2026-09-04 コメント投稿する ▼
生活保護医療:音喜多氏、紹介状義務化とワンコイン負担を提言
音喜多駿氏は、生活保護受給者の医療扶助費抑制策として、かかりつけ医以外への受診に紹介状を必須とする厚生労働省の検討方針に賛成の意を示しました。 音喜多氏は、巨額に膨らむ生活保護の医療扶助費について、その適正化のため、かかりつけ医以外への受診に紹介状を必須とすること、さらに外来1回あたり500円程度のワンコイン負担を導入することを提言しました。
生活保護医療費、年間1兆円超の膨張
生活保護制度における医療扶助費は、年々増加傾向にあり、2026年度当初予算では約1兆8,341億円に達する見込みです。これは生活保護費全体の約半分を占める巨額な予算であり、制度の持続可能性を脅かす要因の一つとなっています。
これまでも、頻回受診や重複投薬を防ぐための対策は講じられてきましたが、医療扶助費の伸びは止まらず、構造的な問題への対応が喫緊の課題となっています。
「紹介状必須化」は現行制度の明確化
音喜多氏は、厚生労働省が検討している「かかりつけ医以外は紹介必須」という方針について、その方向性に賛成の立場を表明しました。
その理由として、医療扶助はもともと、生活保護法に基づき指定された医療機関でのみ利用可能であり、今回の検討は「新たな制限ではなく、現行制度の運用をより明確にするもの」であると指摘します。

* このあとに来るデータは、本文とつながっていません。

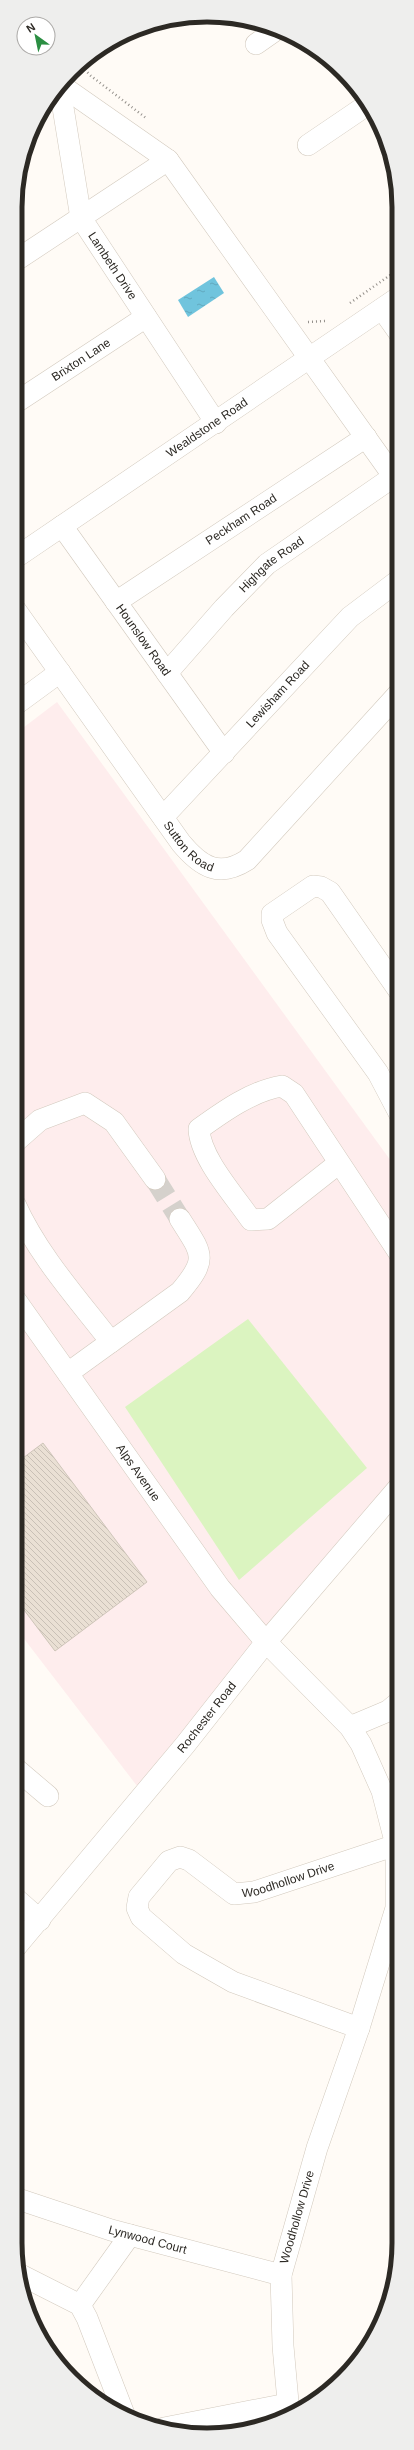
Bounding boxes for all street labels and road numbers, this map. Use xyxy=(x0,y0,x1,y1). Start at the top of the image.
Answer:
street label: Lambeth Drive xyxy=(85,229,140,303)
street label: Brixton Lane xyxy=(49,335,113,384)
street label: Wealdstone Road xyxy=(164,395,250,460)
street label: Peckham Road xyxy=(203,491,279,548)
street label: Highgate Road xyxy=(236,534,306,595)
street label: Hounslow Road xyxy=(113,601,174,679)
street label: Lewisham Road xyxy=(243,658,312,731)
street label: Sutton Road xyxy=(161,818,216,875)
street label: Alps Avenue xyxy=(113,1442,163,1504)
street label: Rochester Road xyxy=(174,1679,239,1756)
street label: Woodhollow Drive xyxy=(241,1859,337,1900)
street label: Woodhollow Drive xyxy=(277,2168,317,2265)
street label: Lynwood Court xyxy=(107,2223,189,2257)

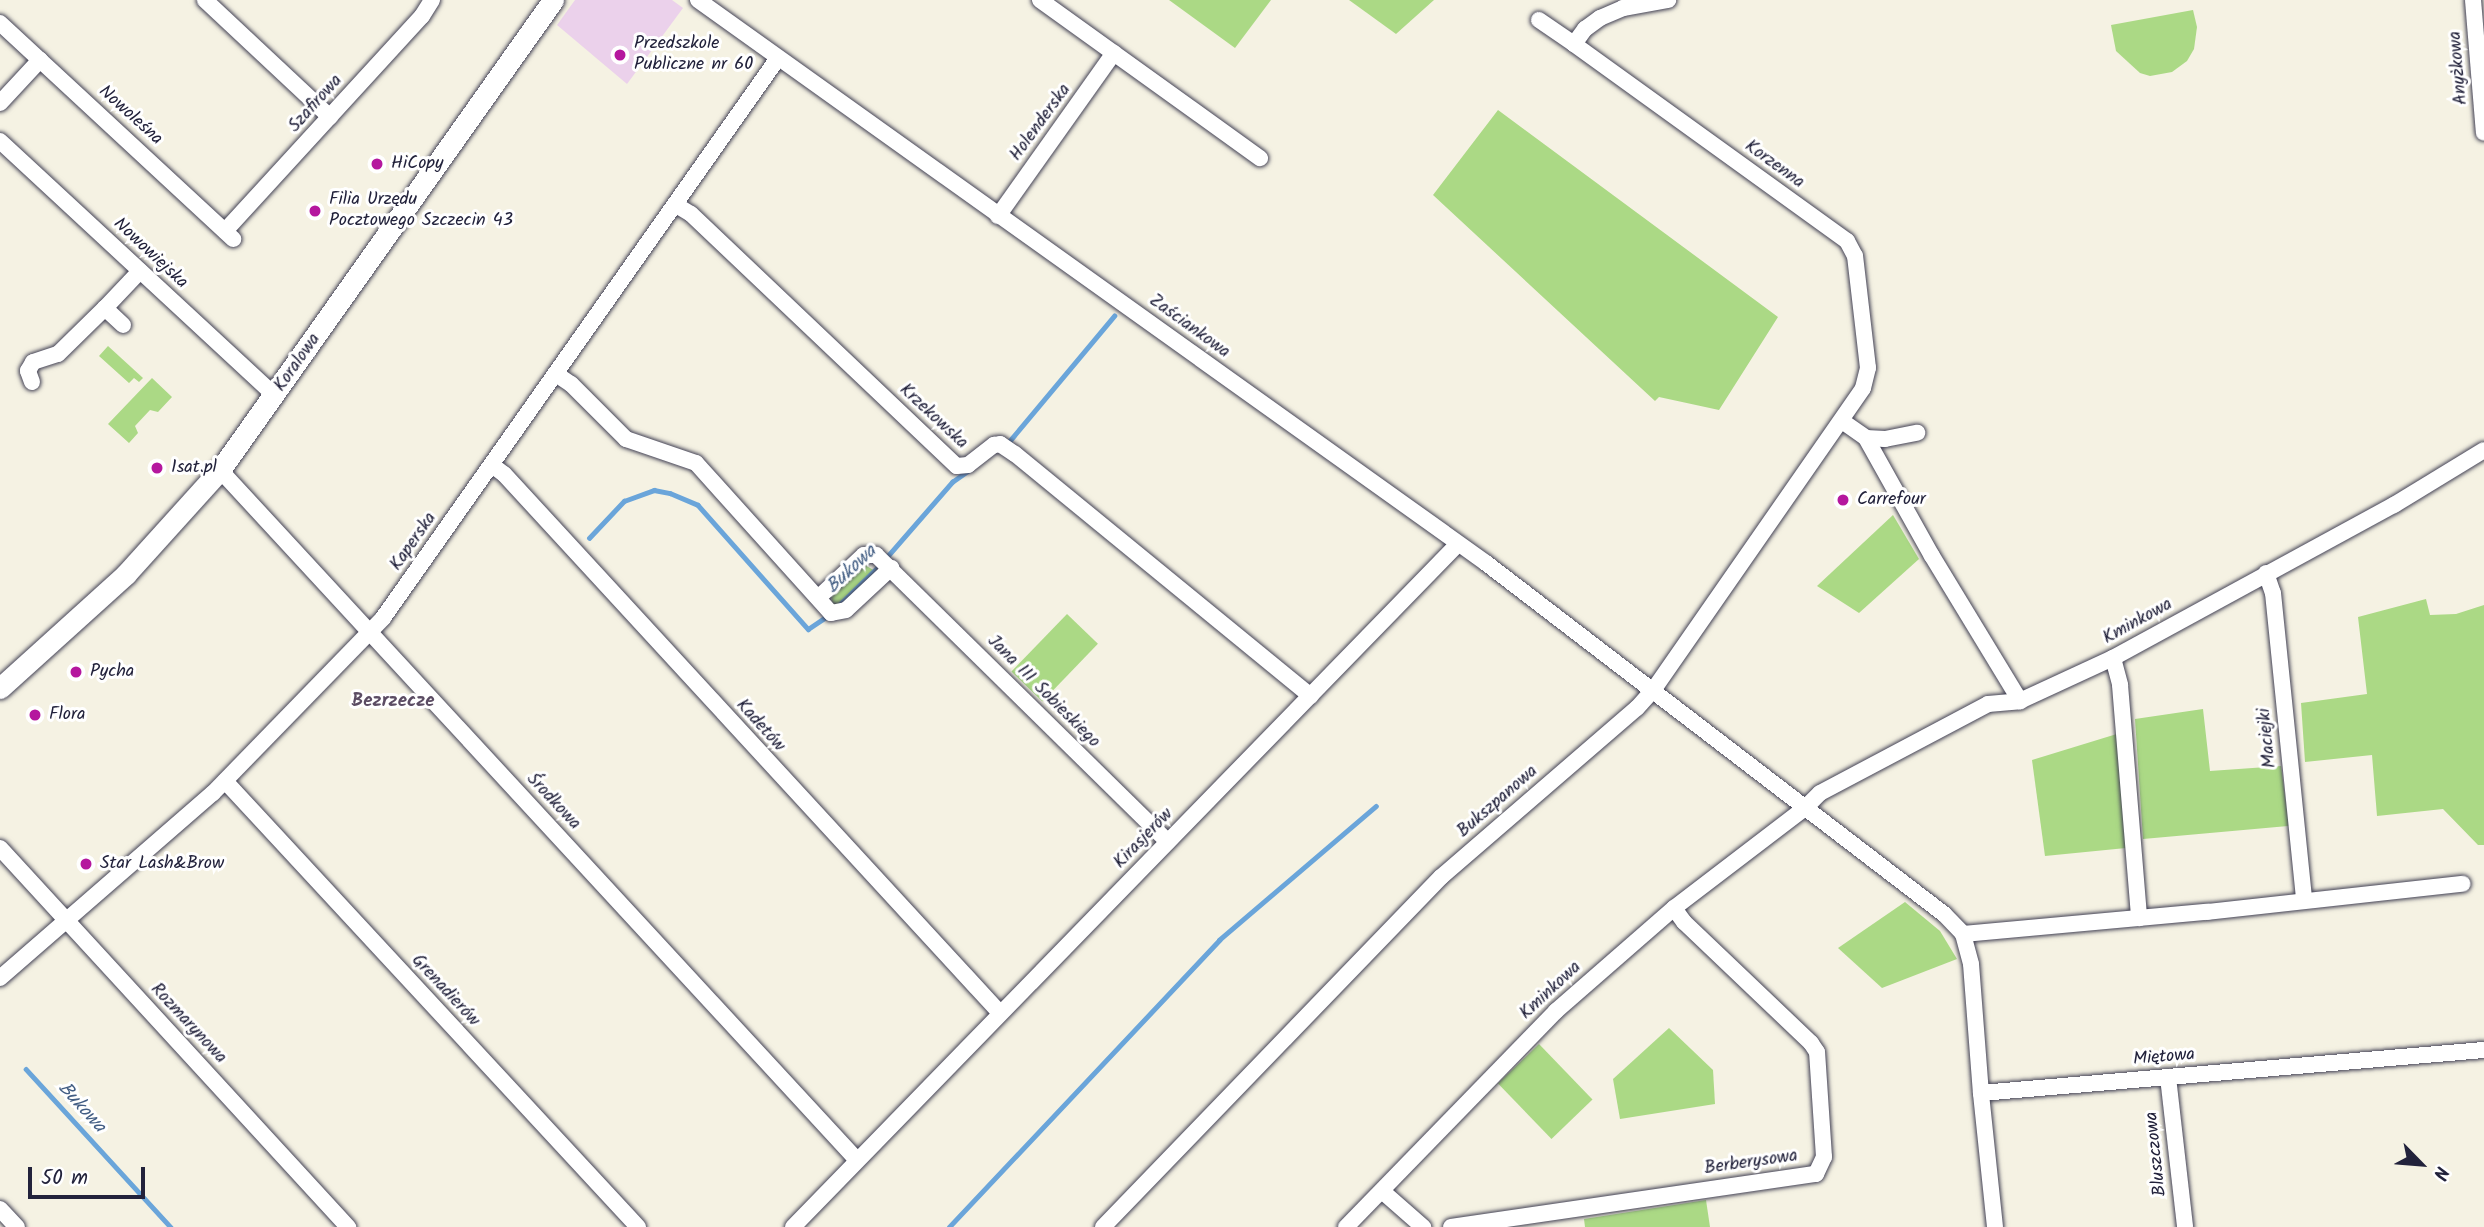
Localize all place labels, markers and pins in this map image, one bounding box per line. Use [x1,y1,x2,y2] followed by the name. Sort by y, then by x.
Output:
[634,34,753,76] place label: Przedszkole Publiczne nr 60
[612,47,628,63] marker: Przedszkole Publiczne nr 60
[391,153,443,175] place label: HiCopy
[369,156,385,172] marker: HiCopy
[329,190,513,232] place label: Filia Urzędu Pocztowego Szczecin 43
[307,203,323,219] marker: Filia Urzędu Pocztowego Szczecin 43
[171,457,217,479] place label: 1sat.pl
[149,460,165,476] marker: 1sat.pl
[1857,489,1926,511] place label: Carrefour
[1835,492,1851,508] marker: Carrefour
[90,661,134,683] place label: Pycha
[68,664,84,680] marker: Pycha
[49,704,85,726] place label: Flora
[27,707,43,723] marker: Flora
[100,853,224,875] place label: Star Lash&Brow
[78,856,94,872] marker: Star Lash&Brow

受給者にとっては窓口での自己負担がないため、症状が軽微でも複数の医療機関を受診するという行動は、ある意味で「誰にとっても合理的な選択」となり得ます。音喜多氏は、これを個々の受給者の問題とするのではなく、そうした行動を招く「仕組み」そのものに課題があると主張しています。
「ワンコイン負担」が促す医療の主体性
音喜多氏がさらに提言するのは、外来受診1回あたり500円、月額上限1,500円程度という「ワンコイン負担」の導入です。
この負担額が受給者の受診を抑制するのではないか、との懸念に対して、音喜多氏は「手元のお金が減らない設計」が重要だと強調します。具体的には、自己負担分と同額を生活扶助に上乗せするなどの措置を講じることで、実質的な負担増を回避しつつ、医療を「無償の資源」から「自分で選択する資源」へと意識を変える効果を狙うとしています。
これは、医療機関の受診回数や受診先を、より主体的に、かつ必要性を考えて選択することを促す狙いがあります。
例外規定と医療機関側の改革も不可欠
一方で、制度の公平性を確保するためには、例外規定の整備が不可欠であることも強調されました。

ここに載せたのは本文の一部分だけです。